### DATA EXTRACT

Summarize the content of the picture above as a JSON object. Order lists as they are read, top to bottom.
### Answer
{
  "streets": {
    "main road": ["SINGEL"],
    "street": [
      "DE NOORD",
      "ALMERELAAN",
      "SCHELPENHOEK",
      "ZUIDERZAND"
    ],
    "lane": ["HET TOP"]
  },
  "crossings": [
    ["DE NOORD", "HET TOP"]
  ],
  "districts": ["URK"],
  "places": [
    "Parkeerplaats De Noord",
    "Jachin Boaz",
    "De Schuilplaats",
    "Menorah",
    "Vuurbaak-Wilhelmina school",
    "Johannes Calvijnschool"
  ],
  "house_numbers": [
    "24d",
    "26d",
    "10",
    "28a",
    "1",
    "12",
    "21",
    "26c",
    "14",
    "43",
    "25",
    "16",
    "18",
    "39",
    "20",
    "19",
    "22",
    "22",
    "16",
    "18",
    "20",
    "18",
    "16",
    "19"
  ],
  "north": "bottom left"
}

######

### THE PROBLEM
Which lines above include "bottom"? Show each of them by copying it.

### ANSWER BOX
Summarize the content of the picture above as a JSON object. Order lists as they are read, top to bottom.
  "north": "bottom left"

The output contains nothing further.